Tuesday, February 26, 2008

Amazing News

Vans Wared Tour, 2008.
7/11 Tampa, FL

So. Lets look at this:

A Day to Remember
jun 20 - jul 20
Against Me!
whole tour
Angels and Airwaves whole tour
As I Lay Dying jun 20 - jul 18
The Briggs whole tour
Everytime I Die whole tour
The Fabulous Rudies whole tour
Family Force 5 whole tour except 6/19, 6/20, 6/26, 7/2, 7/12, 8/8
From First to Last whole tour
Maylene and the Sons of Disaster jun 20 - jul 18
MC Chris whole tour
Pennywise whole tour
Reel Big Fish whole tour
Set Your Goals whole tour
The Vandals whole tour





MY GOD.

Pinch me.
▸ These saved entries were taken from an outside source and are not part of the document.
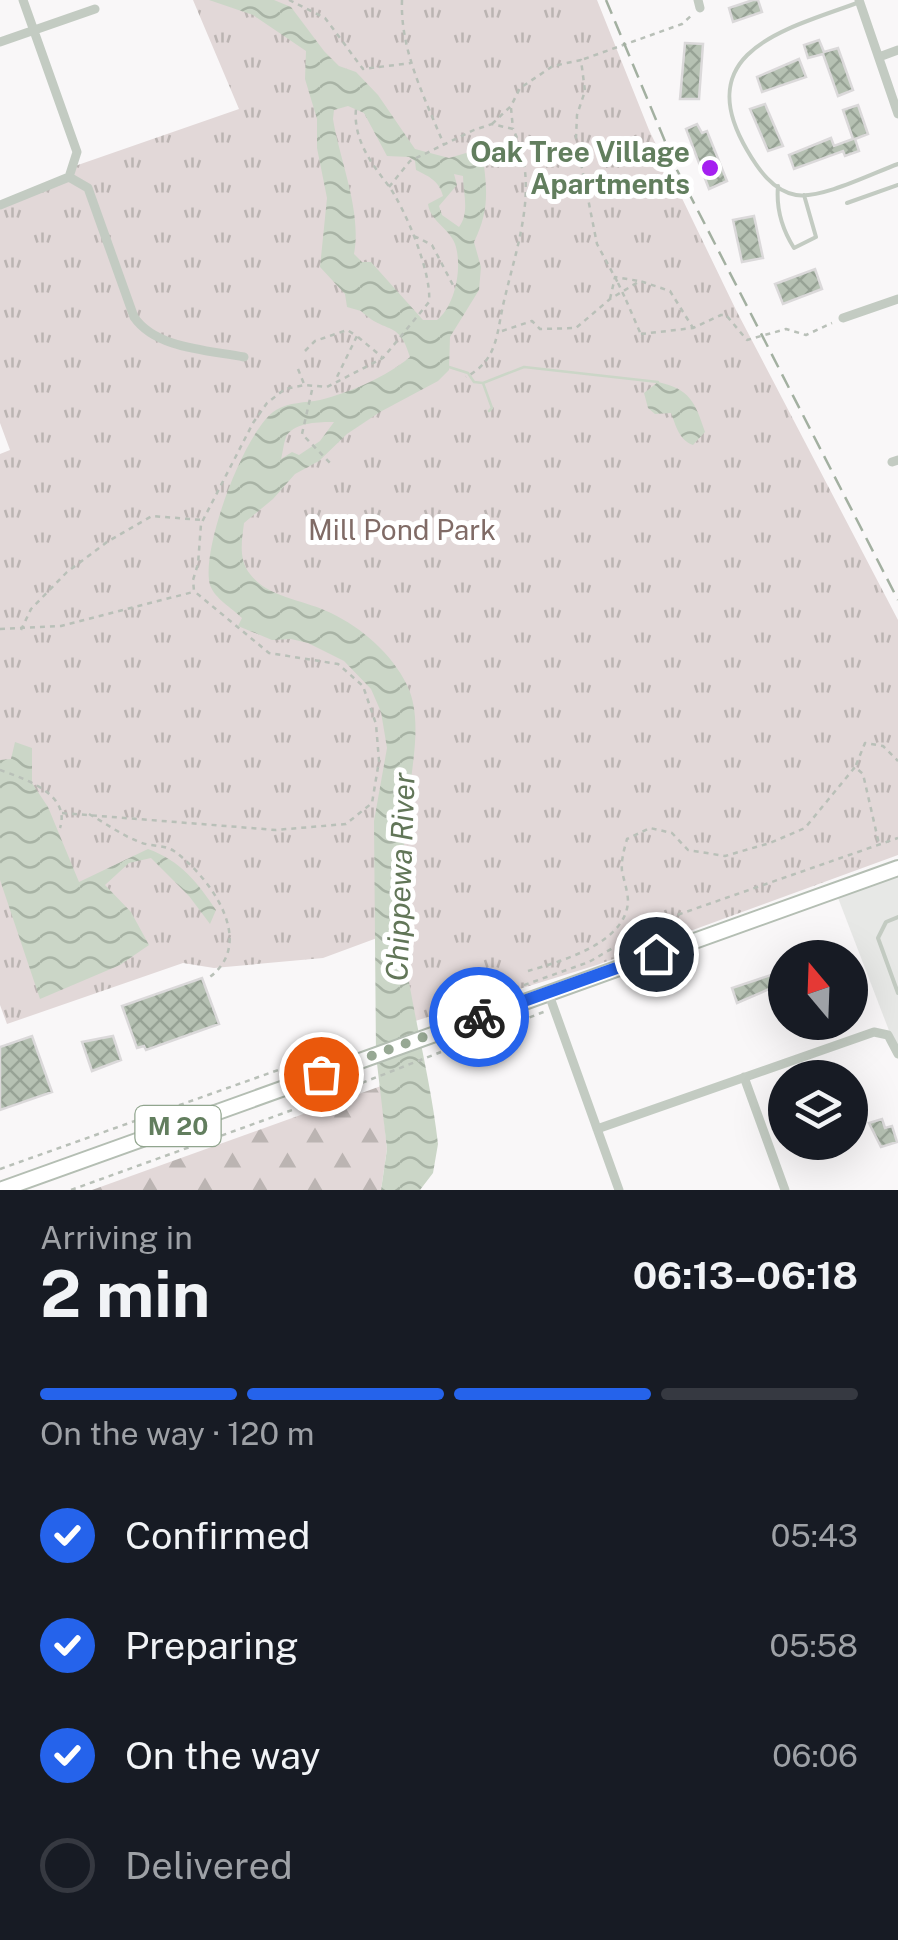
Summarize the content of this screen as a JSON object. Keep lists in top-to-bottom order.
{
  "streets": {
    "main road": ["M 20"]
  },
  "water": ["Chippewa River"],
  "parks": ["Mill Pond Park"],
  "places": ["Oak Tree Village Apartments"],
  "north": "top",
  "page": {
    "heading": ["2 min", "Arriving in", "06:13–06:18"],
    "bar": "On the way · 120 m",
    "list": [
      ["Confirmed", "05:43"],
      ["Preparing", "05:58"],
      ["On the way", "06:06"],
      "Delivered"
    ]
  }
}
Wheres my brown paper bag?

Monday, February 25, 2008

Something Profound.

Wake up.
Breathe.
Cough.
Clear your throat.
Sit up.
Think.

Youre only human.

Cigarettes are on the table.
Lighter.
Catharsis.
Irony.
Shoes: On.
Stand up.
Walk out.
Get in.
Drive.

With 20,000 lines left to go.

Park.
Sit.
Wait.
Survey.
Run.
Climb.
Run.
Hide.
Protest.

Post No Bills.


Lights.
Sirens.
Invisible.
Run.
Climb.
Drive.
Breathe.

Out causing trouble again?

Embrace.
Affection.
Intercourse.
Release.
Affection.
Embrace.

Rinse. Lather. Rinse. Repeat.

10 days ago

was the last time I decided to write in this thing.
Why does so much happen in so little time.
I could go on about this, but when I've got to funnel so much into what little time I have, its hard.
If there were a way that I didnt have to ever sleep and still be healthy, I'd do it.
I'd say "sign me up", and become a sleepless machine.

The average human sleeps 1/3 of their life away.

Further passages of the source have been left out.